Bripka YML Tersangka Korupsi Bansos Labusel Rp1,9 Miliar, Propam Proses Kode Etik dan Terancam PTDH

Kepala Bidang Humas Polda Sumatera Utara, Kombes Pol Dr. Ferry Walintukan. (Foto: Matius/Mistar)
Medan, MISTAR.ID – Bripka YML (31), personel Seksi Hukum (Sikum) Polres Labuhanbatu Selatan (Labusel), kini menjalani pemeriksaan di Seksi Profesi dan Pengamanan (Propam) Polres Labusel setelah ditetapkan sebagai tersangka dalam kasus dugaan korupsi pengadaan dan penyaluran bantuan sosial (bansos) di lingkungan Dinas Sosial Labusel Tahun Anggaran 2024, yang menyebabkan kerugian negara mencapai Rp1,9 miliar.

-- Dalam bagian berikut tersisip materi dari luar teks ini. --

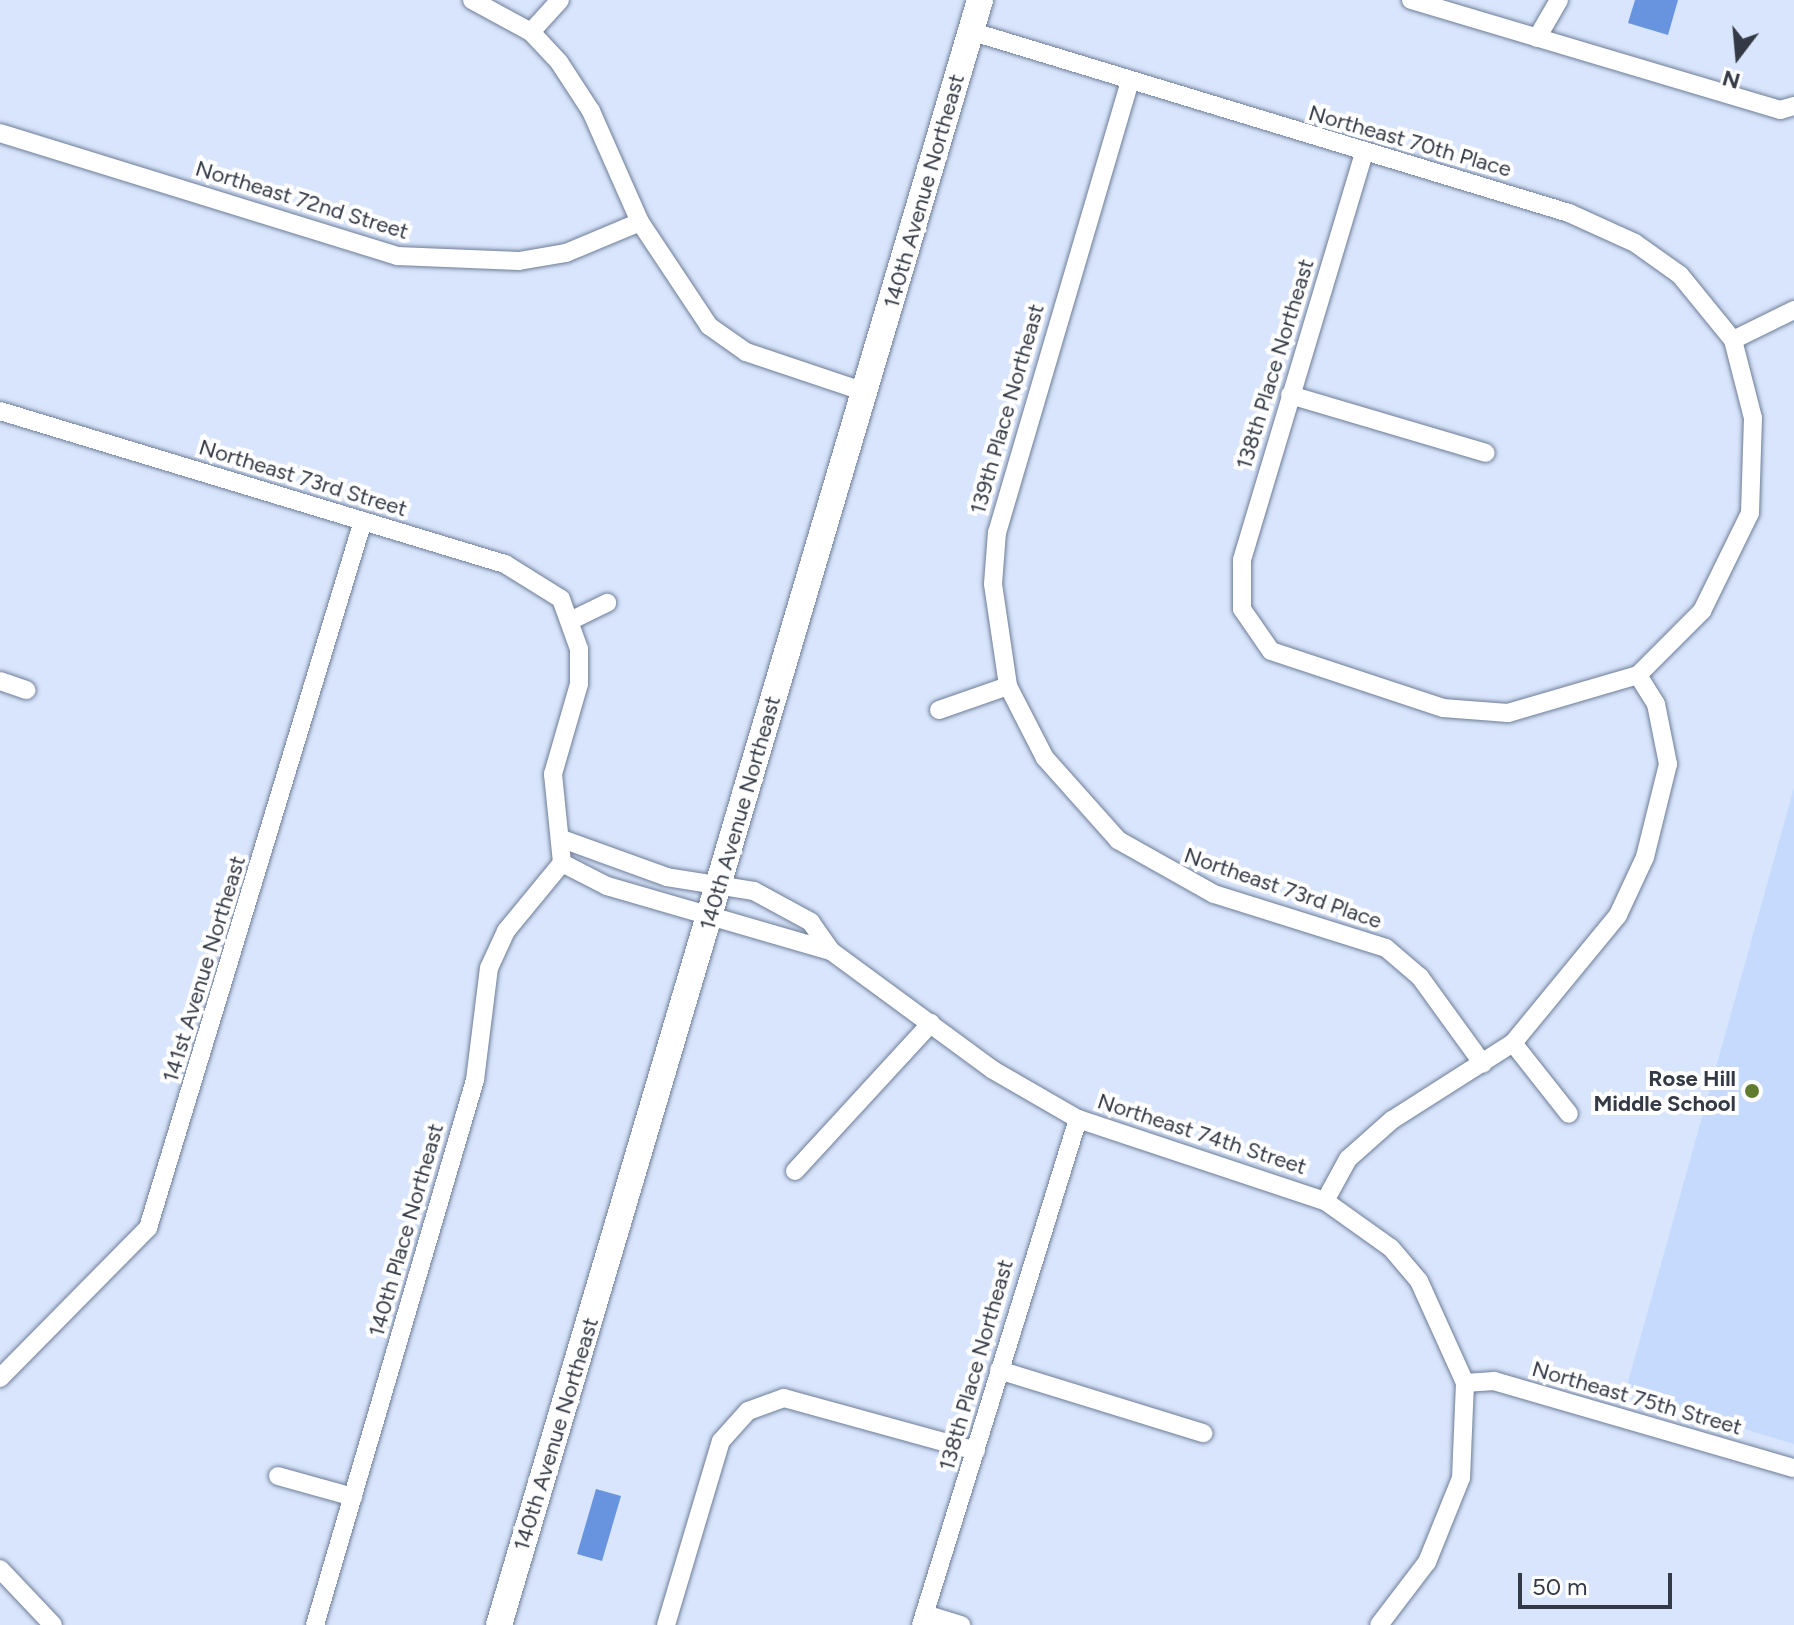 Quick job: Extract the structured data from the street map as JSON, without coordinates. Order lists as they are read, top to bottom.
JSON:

Kepala Bidang Humas Polda Sumatera Utara, Kombes Pol Dr. Ferry Walintukan, mengatakan setelah Bripka YML ditetapkan sebagai tersangka oleh Kejaksaan Negeri Labuhanbatu Selatan, tim Paminal Seksi Propam Polres Labuhanbatu Selatan langsung melakukan pemeriksaan terhadap yang bersangkutan.
"Untuk kode etik diproses di Propam Polres Labuhanbatu Selatan. Kasus ini akan kita proses sesuai aturan yang berlaku," ujar Kombes Ferry Walintukan, Rabu (29/7/2026).
Untuk proses pidana umum, dalam waktu dekat perkara tersebut akan bergulir di Pengadilan Negeri Labuhanbatu Selatan.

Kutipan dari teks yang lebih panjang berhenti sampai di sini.